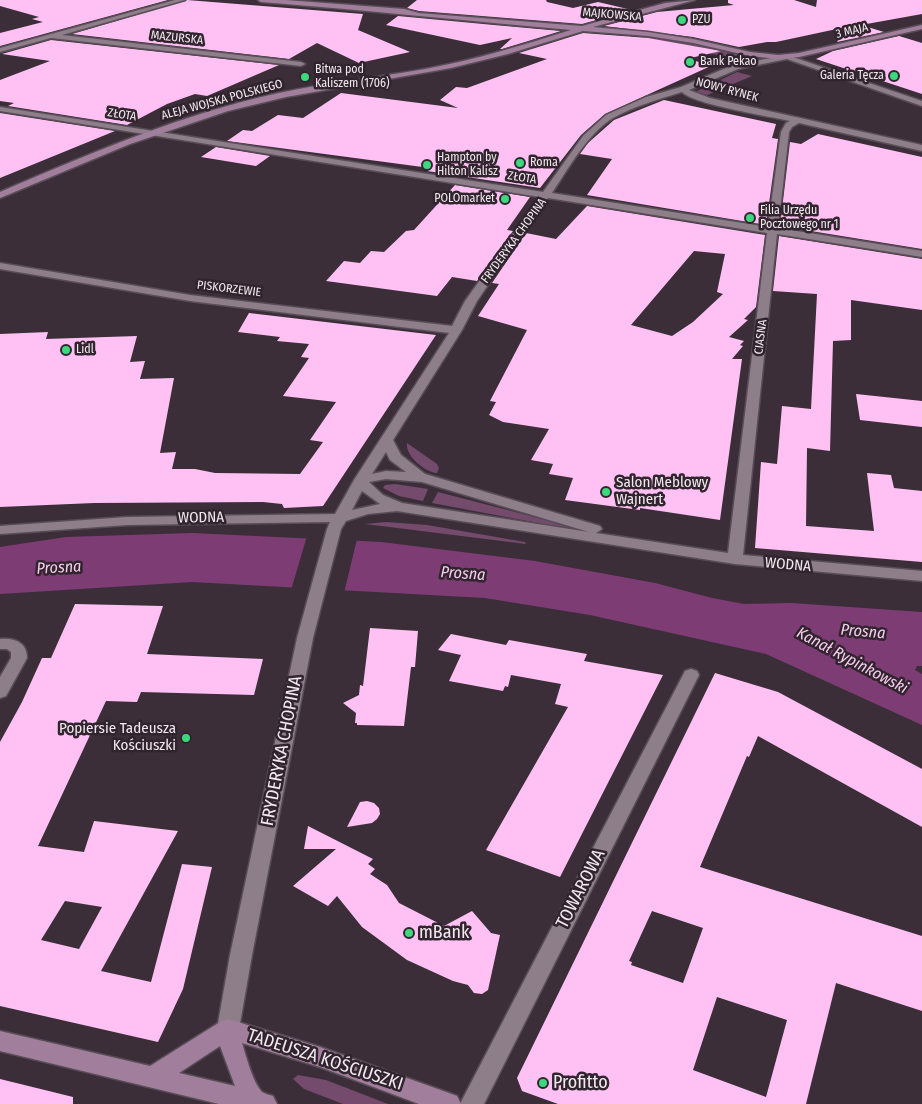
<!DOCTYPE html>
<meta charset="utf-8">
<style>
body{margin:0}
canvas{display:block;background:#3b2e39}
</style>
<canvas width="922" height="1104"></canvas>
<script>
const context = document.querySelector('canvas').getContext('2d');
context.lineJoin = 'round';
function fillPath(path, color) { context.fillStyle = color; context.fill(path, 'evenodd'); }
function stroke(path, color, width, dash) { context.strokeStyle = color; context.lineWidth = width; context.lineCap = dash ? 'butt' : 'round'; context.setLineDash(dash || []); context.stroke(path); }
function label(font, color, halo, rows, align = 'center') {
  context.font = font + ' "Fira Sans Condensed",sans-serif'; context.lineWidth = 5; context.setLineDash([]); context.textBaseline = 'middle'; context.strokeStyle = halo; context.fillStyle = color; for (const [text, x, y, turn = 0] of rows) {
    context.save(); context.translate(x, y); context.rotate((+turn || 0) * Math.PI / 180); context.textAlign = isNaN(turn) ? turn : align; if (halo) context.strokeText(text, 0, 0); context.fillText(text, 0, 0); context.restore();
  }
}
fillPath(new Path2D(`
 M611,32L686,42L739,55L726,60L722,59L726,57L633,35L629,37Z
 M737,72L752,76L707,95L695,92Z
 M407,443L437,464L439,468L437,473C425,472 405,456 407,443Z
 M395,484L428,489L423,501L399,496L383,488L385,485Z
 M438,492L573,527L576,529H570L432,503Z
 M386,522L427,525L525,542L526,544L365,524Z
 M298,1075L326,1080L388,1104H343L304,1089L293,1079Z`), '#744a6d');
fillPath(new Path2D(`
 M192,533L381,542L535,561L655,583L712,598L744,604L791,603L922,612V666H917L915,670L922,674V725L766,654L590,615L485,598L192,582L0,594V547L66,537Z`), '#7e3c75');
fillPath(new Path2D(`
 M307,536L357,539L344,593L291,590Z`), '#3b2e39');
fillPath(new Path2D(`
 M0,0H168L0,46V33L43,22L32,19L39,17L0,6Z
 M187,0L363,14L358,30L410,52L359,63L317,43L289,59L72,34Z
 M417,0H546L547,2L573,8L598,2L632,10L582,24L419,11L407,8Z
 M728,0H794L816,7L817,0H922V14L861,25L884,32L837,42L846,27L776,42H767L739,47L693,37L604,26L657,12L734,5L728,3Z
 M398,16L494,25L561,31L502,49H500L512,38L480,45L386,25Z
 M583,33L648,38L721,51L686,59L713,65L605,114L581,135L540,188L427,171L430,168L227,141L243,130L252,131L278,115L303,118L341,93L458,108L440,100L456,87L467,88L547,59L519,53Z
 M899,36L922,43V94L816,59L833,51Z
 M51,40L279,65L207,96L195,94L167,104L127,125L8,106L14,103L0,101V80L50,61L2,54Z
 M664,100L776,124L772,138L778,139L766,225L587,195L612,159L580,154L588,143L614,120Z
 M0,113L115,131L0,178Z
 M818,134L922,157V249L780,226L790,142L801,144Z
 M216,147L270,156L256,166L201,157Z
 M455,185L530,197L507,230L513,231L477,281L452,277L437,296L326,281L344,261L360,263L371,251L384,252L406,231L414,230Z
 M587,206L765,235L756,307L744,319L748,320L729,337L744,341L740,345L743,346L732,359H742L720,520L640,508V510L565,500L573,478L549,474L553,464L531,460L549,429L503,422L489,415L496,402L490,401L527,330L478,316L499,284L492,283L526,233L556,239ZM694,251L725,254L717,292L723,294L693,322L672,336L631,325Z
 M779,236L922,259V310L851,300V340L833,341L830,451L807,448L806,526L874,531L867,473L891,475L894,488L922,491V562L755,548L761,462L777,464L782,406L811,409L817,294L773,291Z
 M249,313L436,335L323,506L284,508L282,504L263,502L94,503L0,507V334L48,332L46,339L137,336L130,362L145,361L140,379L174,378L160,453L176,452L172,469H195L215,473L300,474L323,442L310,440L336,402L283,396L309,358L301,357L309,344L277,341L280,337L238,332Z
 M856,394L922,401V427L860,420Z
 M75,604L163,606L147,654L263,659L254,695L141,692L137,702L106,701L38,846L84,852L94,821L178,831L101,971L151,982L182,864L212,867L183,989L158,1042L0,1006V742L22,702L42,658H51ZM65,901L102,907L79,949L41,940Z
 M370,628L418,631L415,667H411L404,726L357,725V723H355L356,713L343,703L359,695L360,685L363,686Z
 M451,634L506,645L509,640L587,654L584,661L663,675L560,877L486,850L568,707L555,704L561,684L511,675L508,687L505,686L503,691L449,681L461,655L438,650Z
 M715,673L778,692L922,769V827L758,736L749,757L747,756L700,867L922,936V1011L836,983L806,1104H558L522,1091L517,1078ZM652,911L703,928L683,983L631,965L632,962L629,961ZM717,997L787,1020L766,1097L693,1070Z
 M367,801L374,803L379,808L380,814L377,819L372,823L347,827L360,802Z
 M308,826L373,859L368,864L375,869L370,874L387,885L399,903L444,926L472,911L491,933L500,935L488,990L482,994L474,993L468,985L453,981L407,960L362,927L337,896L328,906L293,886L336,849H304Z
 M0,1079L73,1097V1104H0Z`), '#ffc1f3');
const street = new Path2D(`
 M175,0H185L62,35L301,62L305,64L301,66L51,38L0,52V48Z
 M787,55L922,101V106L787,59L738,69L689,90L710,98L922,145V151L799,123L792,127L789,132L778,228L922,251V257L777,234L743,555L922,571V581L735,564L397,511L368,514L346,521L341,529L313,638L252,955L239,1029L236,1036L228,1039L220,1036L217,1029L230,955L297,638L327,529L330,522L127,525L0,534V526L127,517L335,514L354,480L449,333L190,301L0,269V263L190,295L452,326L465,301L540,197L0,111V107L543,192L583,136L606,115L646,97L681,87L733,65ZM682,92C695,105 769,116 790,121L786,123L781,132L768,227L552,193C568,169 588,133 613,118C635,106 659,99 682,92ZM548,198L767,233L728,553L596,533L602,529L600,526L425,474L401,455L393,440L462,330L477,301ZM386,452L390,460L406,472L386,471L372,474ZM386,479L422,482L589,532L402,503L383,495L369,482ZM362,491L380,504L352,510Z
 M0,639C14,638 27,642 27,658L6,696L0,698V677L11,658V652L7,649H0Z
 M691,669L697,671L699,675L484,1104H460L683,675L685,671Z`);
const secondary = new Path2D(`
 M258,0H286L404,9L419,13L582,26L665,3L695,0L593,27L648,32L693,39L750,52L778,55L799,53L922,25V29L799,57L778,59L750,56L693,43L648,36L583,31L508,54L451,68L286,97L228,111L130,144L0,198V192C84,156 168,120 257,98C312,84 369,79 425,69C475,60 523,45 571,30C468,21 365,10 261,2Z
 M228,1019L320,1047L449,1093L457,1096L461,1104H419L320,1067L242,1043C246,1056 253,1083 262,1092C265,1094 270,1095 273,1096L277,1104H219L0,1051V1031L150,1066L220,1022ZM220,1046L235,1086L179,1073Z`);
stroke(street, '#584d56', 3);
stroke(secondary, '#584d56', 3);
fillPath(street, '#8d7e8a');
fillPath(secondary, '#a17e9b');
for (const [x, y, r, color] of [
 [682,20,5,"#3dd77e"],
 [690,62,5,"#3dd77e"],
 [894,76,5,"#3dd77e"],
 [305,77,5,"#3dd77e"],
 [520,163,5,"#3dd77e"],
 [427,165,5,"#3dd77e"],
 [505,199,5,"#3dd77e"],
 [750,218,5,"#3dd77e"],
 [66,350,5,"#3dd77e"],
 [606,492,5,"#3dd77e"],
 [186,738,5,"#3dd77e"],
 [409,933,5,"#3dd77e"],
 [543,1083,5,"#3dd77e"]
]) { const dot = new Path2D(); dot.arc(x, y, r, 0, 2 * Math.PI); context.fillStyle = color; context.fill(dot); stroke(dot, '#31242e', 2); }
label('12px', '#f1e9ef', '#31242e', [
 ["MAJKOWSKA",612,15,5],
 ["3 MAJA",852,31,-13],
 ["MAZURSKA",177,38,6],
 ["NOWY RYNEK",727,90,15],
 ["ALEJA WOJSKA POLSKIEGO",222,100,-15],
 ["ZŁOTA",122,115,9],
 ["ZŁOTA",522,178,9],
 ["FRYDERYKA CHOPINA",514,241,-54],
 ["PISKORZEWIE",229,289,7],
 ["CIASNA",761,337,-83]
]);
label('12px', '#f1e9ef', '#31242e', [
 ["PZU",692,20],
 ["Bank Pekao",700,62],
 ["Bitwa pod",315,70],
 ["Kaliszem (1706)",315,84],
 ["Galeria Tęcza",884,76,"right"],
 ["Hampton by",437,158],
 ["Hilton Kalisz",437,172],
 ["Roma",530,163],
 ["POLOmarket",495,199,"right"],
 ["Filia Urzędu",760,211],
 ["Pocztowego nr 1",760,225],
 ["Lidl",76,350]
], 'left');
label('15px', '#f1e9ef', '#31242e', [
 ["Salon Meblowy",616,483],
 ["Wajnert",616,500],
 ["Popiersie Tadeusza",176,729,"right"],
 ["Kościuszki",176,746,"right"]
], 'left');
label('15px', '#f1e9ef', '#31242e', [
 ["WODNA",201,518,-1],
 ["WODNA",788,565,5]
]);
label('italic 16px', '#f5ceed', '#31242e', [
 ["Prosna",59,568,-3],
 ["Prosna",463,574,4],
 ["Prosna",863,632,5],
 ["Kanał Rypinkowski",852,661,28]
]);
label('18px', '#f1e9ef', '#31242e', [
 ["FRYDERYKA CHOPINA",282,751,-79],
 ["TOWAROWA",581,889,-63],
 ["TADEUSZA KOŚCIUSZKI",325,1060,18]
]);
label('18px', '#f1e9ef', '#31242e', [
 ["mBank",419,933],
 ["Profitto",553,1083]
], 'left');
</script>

About this task:
Retrieve every line above holding the word "lineWidth".

Expected answer:
function stroke(path, color, width, dash) { context.strokeStyle = color; context.lineWidth = width; context.lineCap = dash ? 'butt' : 'round'; context.setLineDash(dash || []); context.stroke(path); }
  context.font = font + ' "Fira Sans Condensed",sans-serif'; context.lineWidth = 5; context.setLineDash([]); context.textBaseline = 'middle'; context.strokeStyle = halo; context.fillStyle = color; for (const [text, x, y, turn = 0] of rows) {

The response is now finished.